▶ **Dataset entries**

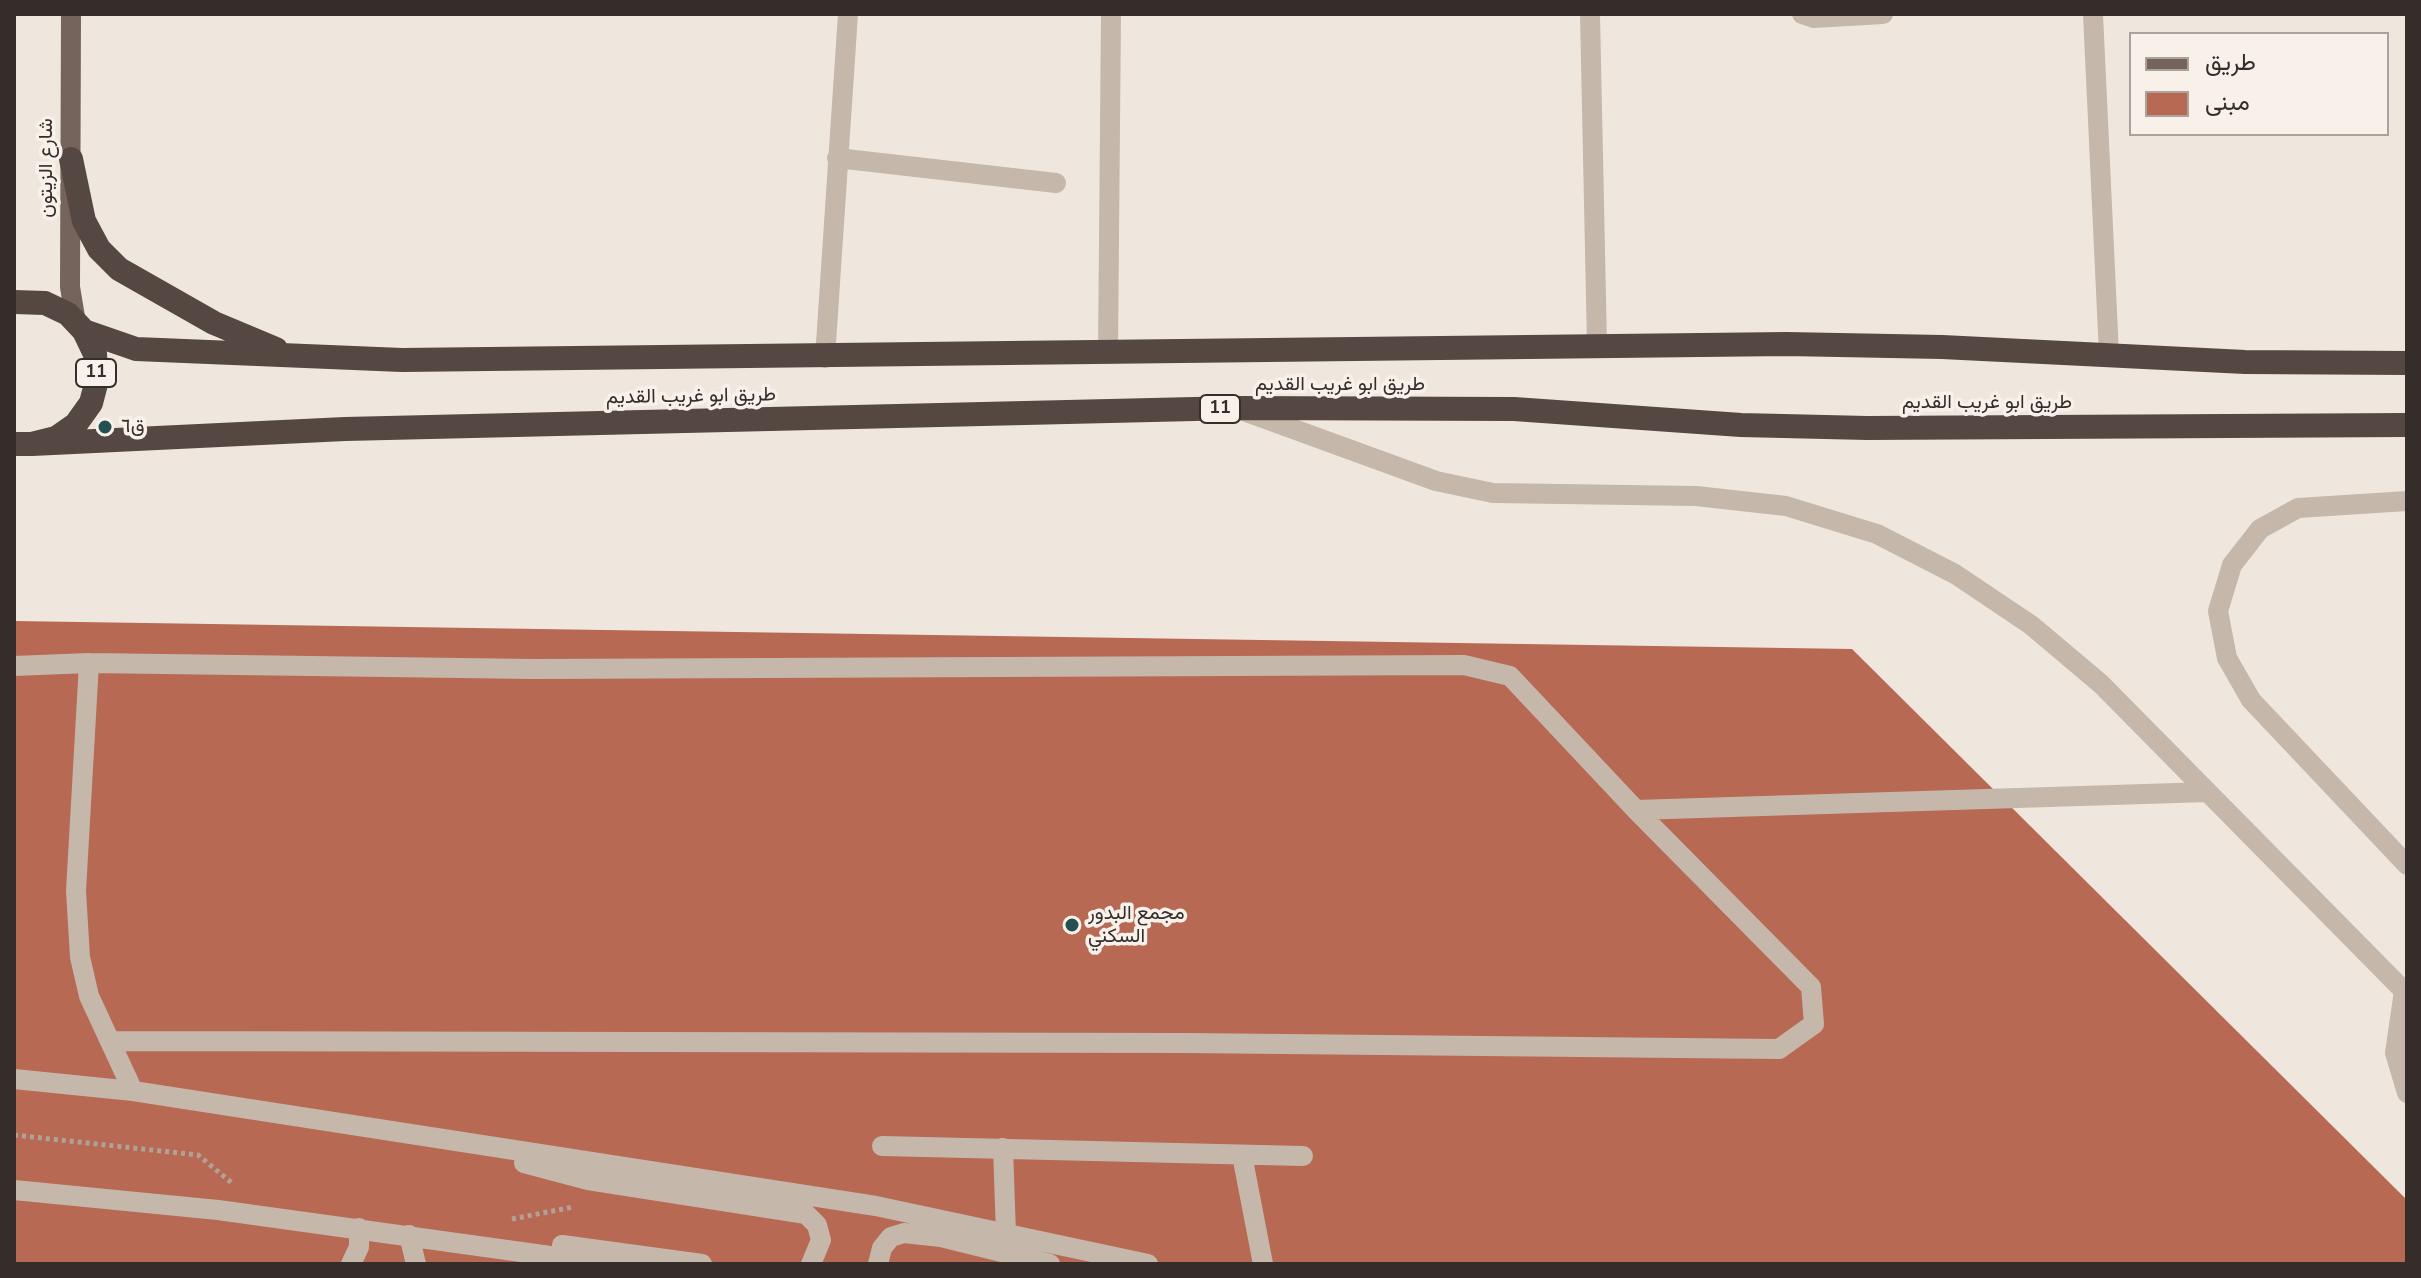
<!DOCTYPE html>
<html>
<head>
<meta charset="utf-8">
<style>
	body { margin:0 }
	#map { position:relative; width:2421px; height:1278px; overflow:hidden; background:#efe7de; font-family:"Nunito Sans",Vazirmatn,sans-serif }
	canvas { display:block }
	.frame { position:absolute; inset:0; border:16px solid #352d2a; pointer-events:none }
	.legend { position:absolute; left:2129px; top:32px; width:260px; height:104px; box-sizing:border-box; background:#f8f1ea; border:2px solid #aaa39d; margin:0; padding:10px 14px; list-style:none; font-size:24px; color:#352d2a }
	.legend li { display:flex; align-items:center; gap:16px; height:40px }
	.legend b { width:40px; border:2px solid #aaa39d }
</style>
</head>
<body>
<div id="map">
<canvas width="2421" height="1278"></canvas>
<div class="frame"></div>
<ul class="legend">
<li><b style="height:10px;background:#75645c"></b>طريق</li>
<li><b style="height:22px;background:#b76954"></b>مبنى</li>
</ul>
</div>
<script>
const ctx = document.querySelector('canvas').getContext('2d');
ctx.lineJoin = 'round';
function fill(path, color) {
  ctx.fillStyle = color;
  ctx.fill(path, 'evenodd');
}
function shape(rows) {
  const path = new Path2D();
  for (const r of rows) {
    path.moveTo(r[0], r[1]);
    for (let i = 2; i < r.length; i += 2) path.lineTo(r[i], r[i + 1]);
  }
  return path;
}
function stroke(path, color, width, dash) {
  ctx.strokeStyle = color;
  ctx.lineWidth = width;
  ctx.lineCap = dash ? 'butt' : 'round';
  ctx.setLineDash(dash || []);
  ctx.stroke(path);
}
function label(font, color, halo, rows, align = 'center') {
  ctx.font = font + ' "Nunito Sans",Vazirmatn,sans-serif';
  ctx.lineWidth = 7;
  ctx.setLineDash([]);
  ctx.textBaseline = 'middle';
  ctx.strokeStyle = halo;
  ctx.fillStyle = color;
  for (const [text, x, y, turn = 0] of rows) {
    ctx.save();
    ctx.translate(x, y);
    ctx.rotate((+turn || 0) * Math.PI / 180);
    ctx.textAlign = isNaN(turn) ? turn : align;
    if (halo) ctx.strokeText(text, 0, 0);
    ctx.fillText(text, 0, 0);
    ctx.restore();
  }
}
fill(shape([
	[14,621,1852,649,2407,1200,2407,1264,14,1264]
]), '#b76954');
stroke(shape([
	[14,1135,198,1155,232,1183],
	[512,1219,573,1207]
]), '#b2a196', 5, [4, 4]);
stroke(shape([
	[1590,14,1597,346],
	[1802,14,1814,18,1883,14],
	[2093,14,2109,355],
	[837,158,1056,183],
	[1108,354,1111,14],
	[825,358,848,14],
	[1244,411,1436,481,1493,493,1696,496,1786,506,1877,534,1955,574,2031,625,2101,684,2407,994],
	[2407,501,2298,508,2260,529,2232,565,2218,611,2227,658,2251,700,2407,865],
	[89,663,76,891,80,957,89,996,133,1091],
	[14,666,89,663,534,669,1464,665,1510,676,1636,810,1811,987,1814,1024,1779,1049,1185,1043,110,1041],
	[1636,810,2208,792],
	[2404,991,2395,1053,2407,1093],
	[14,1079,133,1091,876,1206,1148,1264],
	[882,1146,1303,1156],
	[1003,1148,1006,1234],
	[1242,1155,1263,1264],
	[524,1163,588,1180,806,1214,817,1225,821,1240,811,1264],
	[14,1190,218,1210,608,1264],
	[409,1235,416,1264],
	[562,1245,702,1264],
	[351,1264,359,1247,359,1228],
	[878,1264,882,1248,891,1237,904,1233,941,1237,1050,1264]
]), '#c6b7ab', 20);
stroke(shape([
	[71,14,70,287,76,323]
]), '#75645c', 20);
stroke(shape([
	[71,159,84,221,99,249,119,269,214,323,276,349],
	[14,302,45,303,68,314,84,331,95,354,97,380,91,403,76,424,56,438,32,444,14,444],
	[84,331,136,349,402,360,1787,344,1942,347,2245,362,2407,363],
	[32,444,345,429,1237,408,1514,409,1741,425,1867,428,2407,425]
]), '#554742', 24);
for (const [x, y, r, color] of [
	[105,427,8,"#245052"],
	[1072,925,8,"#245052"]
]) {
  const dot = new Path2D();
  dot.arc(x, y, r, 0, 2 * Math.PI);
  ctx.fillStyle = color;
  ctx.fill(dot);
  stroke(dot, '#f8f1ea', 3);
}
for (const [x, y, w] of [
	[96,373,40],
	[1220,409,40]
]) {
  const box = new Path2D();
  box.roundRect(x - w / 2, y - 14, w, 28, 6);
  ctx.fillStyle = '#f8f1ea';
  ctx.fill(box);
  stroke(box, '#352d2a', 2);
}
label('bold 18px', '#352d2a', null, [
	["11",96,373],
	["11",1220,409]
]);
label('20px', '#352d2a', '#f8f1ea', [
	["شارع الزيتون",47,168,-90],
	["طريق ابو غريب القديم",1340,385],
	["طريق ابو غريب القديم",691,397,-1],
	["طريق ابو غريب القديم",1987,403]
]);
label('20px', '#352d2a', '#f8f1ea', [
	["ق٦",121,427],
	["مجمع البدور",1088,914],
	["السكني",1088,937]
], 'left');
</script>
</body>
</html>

▶ **Problem details**
Scan the data, and report each line that uses the word "center".

▶ **Expected output**
	.legend li { display:flex; align-items:center; gap:16px; height:40px }
function label(font, color, halo, rows, align = 'center') {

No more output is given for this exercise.